▶ Aim of the exercise:
Go through the data and copy each line that holds "played".

▶ Material for this exercise:
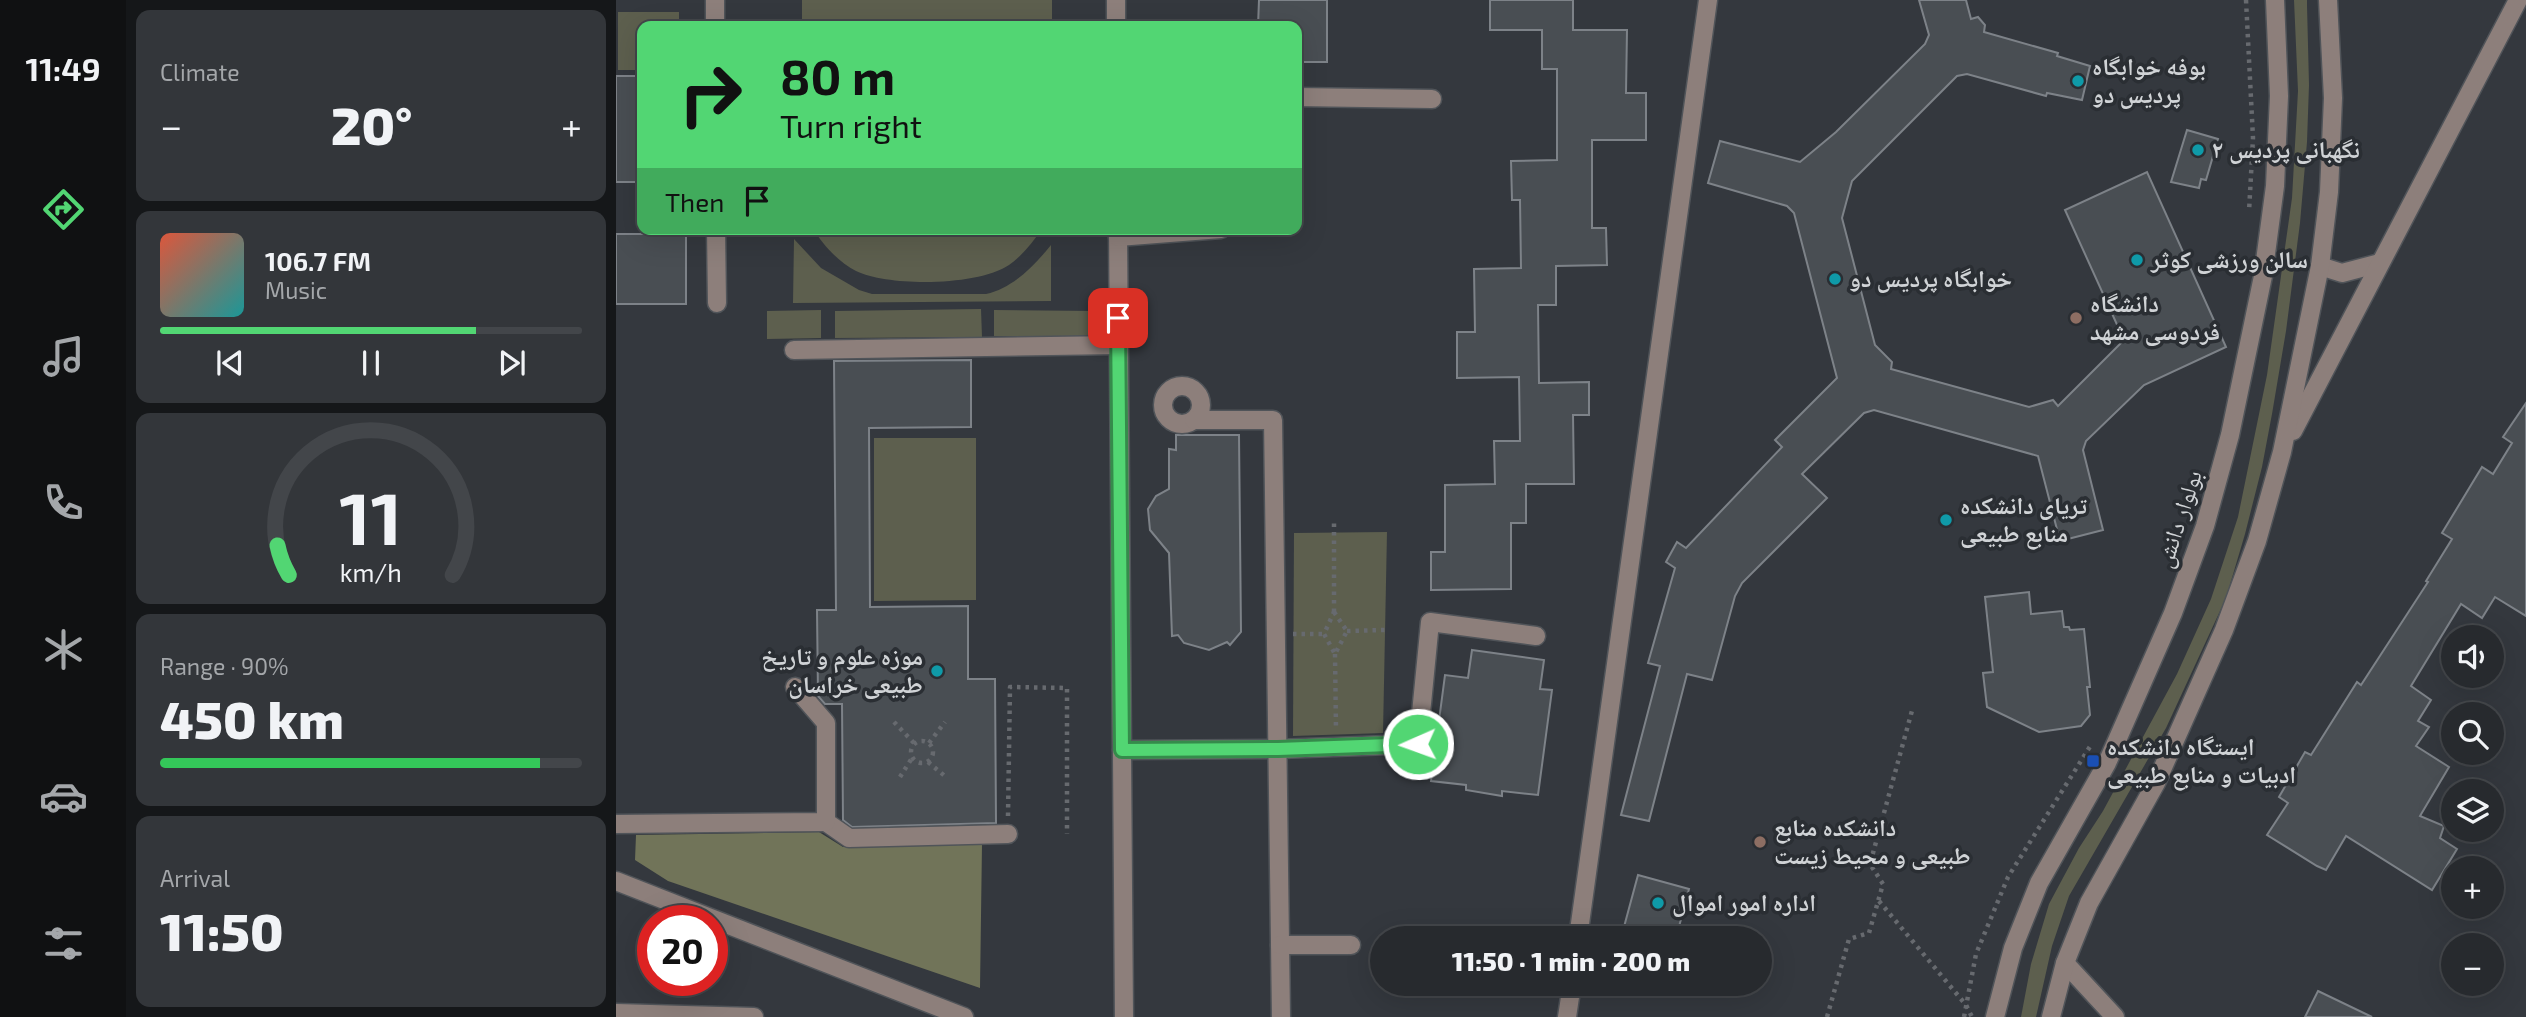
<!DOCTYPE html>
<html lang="en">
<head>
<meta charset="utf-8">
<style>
	:root { --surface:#272a2e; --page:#33363a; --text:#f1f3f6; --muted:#a4a7aa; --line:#43464a; --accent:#52d673 }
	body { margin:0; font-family:"Exo 2","Noto Naskh Arabic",sans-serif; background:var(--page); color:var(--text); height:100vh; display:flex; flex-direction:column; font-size:26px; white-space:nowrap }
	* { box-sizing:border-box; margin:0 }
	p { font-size:23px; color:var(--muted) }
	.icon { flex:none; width:38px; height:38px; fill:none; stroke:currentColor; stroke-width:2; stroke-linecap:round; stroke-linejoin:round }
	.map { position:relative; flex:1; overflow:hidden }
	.side { display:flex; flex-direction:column; gap:10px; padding:10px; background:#151719; width:490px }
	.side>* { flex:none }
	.banner { position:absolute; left:21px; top:21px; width:665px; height:214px; border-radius:14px; box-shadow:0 7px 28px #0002,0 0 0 2px var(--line); background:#52d673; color:#111; overflow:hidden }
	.tools { position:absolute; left:1825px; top:625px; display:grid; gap:14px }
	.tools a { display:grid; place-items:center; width:63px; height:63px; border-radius:50%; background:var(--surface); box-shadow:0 7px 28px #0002,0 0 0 2px var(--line); font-size:35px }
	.speed { position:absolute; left:21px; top:905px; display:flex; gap:14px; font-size:35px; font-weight:700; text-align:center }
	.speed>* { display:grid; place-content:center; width:91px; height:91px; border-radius:50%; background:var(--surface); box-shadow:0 7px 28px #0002,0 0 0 2px var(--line); line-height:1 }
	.speed .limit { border:10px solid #d22; background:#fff; color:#111 }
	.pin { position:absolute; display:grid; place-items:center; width:60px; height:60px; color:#fff; margin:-30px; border-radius:14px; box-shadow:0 4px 10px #0006 }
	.me { position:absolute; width:77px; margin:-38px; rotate:268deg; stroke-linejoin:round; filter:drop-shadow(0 0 5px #0008) }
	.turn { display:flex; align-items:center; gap:24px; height:147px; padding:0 28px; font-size:32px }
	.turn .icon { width:91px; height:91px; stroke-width:2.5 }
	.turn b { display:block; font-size:49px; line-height:60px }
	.then { display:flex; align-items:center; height:66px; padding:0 28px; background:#0003; gap:14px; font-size:26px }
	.big { font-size:52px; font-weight:800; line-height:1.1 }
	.side .card { flex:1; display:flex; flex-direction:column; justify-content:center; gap:10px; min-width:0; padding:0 24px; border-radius:14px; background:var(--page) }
	.side .dial { align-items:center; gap:0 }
	.dial svg { height:182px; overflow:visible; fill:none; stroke:var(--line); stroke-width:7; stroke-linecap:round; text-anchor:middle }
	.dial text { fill:var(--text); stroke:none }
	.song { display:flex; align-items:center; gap:21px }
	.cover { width:84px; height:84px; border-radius:10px; background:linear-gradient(135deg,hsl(10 70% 55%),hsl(180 70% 35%)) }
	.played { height:7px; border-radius:4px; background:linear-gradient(90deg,var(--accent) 75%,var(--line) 75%) }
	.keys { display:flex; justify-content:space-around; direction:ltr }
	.heat { display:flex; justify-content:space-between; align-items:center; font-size:38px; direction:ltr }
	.charge { height:10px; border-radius:5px; background:linear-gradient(90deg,#34c759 90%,var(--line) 0) }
	.trip { position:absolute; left:754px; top:926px; width:402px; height:70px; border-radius:35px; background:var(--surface); box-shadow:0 7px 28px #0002,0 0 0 2px var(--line); font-weight:800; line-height:70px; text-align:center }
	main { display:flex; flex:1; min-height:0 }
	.menu { display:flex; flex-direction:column; width:126px; justify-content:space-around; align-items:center; background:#101112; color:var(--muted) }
	.menu .icon { width:49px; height:49px }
	.menu .active { color:var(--accent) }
	.menu b { font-size:32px; color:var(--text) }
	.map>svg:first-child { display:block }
</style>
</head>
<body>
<main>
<nav class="menu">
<b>11:49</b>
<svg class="icon active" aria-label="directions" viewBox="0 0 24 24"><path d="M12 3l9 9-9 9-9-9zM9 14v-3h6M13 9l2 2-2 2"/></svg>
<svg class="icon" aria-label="music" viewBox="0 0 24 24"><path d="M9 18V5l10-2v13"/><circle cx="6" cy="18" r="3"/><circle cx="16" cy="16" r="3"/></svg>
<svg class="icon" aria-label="phone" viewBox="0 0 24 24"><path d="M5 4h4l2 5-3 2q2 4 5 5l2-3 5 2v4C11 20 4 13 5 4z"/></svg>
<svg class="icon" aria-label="climate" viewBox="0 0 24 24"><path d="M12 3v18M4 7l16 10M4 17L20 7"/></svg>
<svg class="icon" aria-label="car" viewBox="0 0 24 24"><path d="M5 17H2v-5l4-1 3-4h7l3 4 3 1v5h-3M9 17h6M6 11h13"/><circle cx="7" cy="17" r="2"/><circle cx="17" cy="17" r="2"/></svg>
<svg class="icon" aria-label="filters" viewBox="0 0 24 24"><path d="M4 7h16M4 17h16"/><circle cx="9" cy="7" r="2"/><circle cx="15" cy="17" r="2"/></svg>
</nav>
<section class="side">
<div class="card"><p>Climate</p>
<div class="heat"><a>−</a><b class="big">20°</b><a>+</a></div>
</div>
<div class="card">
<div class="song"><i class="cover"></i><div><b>106.7 FM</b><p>Music</p></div></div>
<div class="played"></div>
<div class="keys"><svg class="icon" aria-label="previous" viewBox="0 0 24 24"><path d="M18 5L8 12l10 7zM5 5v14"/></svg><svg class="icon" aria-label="pause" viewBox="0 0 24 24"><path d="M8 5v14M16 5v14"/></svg><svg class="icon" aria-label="next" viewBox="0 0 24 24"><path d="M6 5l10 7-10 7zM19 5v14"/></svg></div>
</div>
<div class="card dial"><svg viewBox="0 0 100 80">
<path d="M14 69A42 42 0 1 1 86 69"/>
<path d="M14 69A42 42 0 0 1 9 56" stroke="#52d673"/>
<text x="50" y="56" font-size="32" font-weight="700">11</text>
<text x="50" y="72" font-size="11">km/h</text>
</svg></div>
<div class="card"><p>Range · 90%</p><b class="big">450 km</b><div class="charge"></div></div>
<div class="card"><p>Arrival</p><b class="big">11:50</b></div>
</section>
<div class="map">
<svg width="1910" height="1017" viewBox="0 0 1910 1017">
	<rect width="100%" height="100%" fill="#34383e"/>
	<g fill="#5d5f4e">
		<rect x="186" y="0" width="250" height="26"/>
		<path d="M1678 0H1691V5L1693 85 1691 142 1684 223 1670 331 1656 414 1646 467 1629 534 1610 598 1550 728 1453 896 1436 946 1420 1017H1405L1415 964 1433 904 1463 848 1487 811 1561 674 1595 599 1622 517 1651 375 1676 198 1682 91Z"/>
		<path d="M2 12H63V26H26V70H2Z"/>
		<path d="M198 229H426C416 243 407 255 393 265 362 286 273 287 240 271 224 263 206 245 198 229Z"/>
		<path d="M178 239 205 268 243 290 256 294H370C397 288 418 266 435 245V301L177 303Z"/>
		<path d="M365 309 366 337 219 338V311Z"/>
		<path d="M205 310V338L151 339V311Z"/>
		<path d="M378 310 479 311V337L378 336Z"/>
		<path d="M258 438H360V600L258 601Z"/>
		<path d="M771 532 767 733 677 736 678 533Z"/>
	</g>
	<path fill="#717459" d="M203 832 227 847 366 844 364 988 52 881 19 860 20 835Z"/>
	<g fill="#494e53" stroke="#7d8288" stroke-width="2">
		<path d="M643 0H711V62H681V26H642Z"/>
		<path d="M874 0H957V30H1011L1010 93H1030V140H976V228H990L991 265 940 266V305H922L923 383 973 382V415H957L958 484H910V523H895V589L815 590V552H829V485L879 484 878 441H904L903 377 841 378V332H859L858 269 905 268 904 200H896L895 161 941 160V69H926V30H874Z"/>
		<path d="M1303 0H1350L1355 19 1362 17 1369 25 1368 32 1442 53 1441 56 1474 66 1466 100 1431 93 1430 96 1351 74 1341 76 1236 181 1226 218 1259 345 1276 362 1275 369 1413 407 1437 400 1442 406 1508 340 1449 210 1531 172 1610 347 1528 385 1470 441 1467 450 1487 530 1444 541 1422 456 1258 410 1248 413 1186 474 1211 498 1126 583 1119 596 1096 680 1071 674 1033 821 1005 815 1044 666 1032 663 1059 568 1050 562 1061 542 1070 548 1166 447 1159 440 1221 378 1178 213 1171 206 1092 183 1104 141 1184 162 1220 132 1309 44 1313 35Z"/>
		<rect x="0" y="76" width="26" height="106"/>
		<path d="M1571 130 1602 139 1590 180 1585 179 1583 188 1555 182Z"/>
		<path d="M32 229H70V304H0V234H32Z"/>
		<path d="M355 360V427L253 428 254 607 352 606V679H379L380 823 236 827 227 820 226 704H209L202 696 201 610H220L218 361Z"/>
		<path d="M1910 403V616L1879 597 1866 618 1845 604 1795 686 1815 700 1802 721 1813 727 1800 746 1833 767 1804 816 1828 826 1824 838 1841 849 1816 890 1730 836 1710 870 1701 866 1651 835 1672 803 1663 797 1689 752 1695 755 1741 682 1745 685 1812 582 1810 581 1836 539 1826 533 1866 467 1877 474 1896 443 1887 437Z"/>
		<path d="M560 435H623L625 632 614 645 611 642 593 650 568 643 562 635 556 636 553 553 534 530 532 509 540 496 553 489V449L560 450Z"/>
		<path d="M1413 592 1415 614 1446 611 1448 627H1453L1454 630 1468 629 1474 687H1471L1474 715 1465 726 1423 732 1371 707 1367 673 1377 672 1369 597Z"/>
		<path d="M856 650 928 660 924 689 936 690 922 795 886 791V796L850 790V785L815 781 829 675 852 678Z"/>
		<path d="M1022 875 1073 889 1060 938H1005Z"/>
		<path d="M1702 991 1756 1017H1689Z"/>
	</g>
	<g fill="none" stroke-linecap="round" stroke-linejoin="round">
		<g stroke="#505459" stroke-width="21">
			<g id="minor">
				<path d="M99 0V26"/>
				<path d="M500 0V26"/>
				<path d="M681 97 816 99"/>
				<path d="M100 229 101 303"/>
				<path d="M502 229 508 1017"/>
				<path d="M502 237 605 229"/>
				<path d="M1704 266 1726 273 1764 263"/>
				<path d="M178 350 502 345"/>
				<circle cx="566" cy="405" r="19"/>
				<path d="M578 420H657L665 1017"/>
				<path d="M1677 431 1902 0"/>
				<path d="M506 750 661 749 802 744 814 622 920 636"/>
				<path d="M210 822 233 838 392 834"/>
				<path d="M0 824 210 822V723L179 687"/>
				<path d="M0 881 348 1017"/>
				<path d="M962 938 1092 0"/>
				<path d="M664 945H735"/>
				<path d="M1449 963 1499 1017"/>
				<path d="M0 1013 138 1017"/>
				<path d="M951 1017 956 984"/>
				<path d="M1379 1017 1397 948 1423 883 1491 763 1557 613 1589 526 1614 435 1647 276 1659 186 1663 96 1659 0"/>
				<path d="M1435 1017 1449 963 1473 903 1540 783 1608 630 1641 541 1666 452 1704 266 1713 192 1717 98 1712 0"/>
			</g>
		</g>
		<g stroke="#676a6f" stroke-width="4.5" stroke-dasharray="3.5 5" stroke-linecap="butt">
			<path d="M1630 0 1637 138 1633 212"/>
			<path d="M718 612 731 631 719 654 708 634Z"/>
			<path d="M718 612V523"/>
			<path d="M731 631 769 630"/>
			<path d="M677 634H708"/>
			<path d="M719 654 720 730"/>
			<path d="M278 722 298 743"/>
			<circle cx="306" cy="752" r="11"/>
			<path d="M313 743 329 722"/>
			<path d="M312 762 330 777"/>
			<path d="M284 777 296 758"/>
			<path d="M392 816 394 687 451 688V834"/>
			<path d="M1263 901 1350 1005 1356 1017"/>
			<path d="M1211 1017 1233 939 1253 933 1267 884 1254 864 1297 707"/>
			<path d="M1348 1017 1360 954 1392 877 1475 745"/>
		</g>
		<use href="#minor" stroke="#8d7f7b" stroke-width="18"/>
	</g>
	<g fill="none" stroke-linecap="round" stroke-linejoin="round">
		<g stroke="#358b4b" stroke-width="18">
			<path id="route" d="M502 318 506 750 662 749 802 744"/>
		</g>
		<use href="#route" stroke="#52d673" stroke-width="12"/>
	</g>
	<g fill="#0f9aa8" stroke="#2a2e33" stroke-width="2.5">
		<circle cx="1462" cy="81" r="7"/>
		<circle cx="1582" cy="150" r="7"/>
		<circle cx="1521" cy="260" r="7"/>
		<circle cx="1219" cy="279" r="7"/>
		<circle cx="1330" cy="520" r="7"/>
		<circle cx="321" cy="671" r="7"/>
		<circle cx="1042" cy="903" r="7"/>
	</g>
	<g fill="#8d6e63" stroke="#2a2e33" stroke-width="2.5">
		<circle cx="1460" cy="318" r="7"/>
		<circle cx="1144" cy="842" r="7"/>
	</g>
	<rect fill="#1a4fb4" stroke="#2a2e33" stroke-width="2.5" x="1470" y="754" width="14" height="14" rx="3.5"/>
	<g text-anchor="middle" stroke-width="7" stroke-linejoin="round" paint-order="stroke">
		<g font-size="24" font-weight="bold" fill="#d0d3d6" stroke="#2a2e33" text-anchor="start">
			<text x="1476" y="75">بوفه خوابگاه<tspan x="1476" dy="28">پردیس دو</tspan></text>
			<text x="1596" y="158">نگهبانی پردیس ۲</text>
			<text x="1535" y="268">سالن ورزشی کوثر</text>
			<text x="1233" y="287">خوابگاه پردیس دو</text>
			<text x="1474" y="312">دانشگاه<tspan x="1474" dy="28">فردوسی مشهد</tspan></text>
			<text x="1344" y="514">تریای دانشکده<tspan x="1344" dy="28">منابع طبیعی</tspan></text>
			<text x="307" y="665" text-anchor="end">موزه علوم و تاریخ<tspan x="307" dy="28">طبیعی خراسان</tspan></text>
			<text x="1491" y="755">ایستگاه دانشکده<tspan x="1491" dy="28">ادبیات و منابع طبیعی</tspan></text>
			<text x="1158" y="836">دانشکده منابع<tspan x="1158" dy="28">طبیعی و محیط زیست</tspan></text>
			<text x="1056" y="911">اداره امور اموال</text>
		</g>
		<g font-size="24" fill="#d0d3d6" stroke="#2a2e33">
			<text transform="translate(1563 519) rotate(-72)" y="8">بولوار دانش</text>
		</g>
	</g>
</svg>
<div class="tools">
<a><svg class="icon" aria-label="sound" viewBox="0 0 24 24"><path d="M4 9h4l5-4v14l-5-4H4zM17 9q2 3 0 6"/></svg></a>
<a><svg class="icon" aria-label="search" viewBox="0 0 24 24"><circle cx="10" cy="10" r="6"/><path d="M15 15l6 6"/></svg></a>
<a><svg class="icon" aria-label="layers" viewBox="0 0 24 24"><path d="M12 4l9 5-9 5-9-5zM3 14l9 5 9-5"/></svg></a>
<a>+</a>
<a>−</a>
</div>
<div class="speed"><div class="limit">20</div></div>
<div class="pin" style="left:502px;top:318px;background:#d93025"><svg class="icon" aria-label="arrive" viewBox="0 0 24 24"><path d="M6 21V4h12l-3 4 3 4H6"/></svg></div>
<svg class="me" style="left:802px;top:744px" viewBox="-20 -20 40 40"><circle r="17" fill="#52d673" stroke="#fff" stroke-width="3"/><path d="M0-11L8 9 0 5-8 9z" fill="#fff"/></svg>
<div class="trip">11:50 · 1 min · 200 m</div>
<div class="banner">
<div class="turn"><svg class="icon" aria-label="right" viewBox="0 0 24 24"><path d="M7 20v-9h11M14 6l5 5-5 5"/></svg><div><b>80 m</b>Turn right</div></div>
<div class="then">Then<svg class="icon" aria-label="arrive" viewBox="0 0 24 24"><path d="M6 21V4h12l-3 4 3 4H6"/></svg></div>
</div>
</div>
</main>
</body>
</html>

▶ Exercise result:
	.played { height:7px; border-radius:4px; background:linear-gradient(90deg,var(--accent) 75%,var(--line) 75%) }
<div class="played"></div>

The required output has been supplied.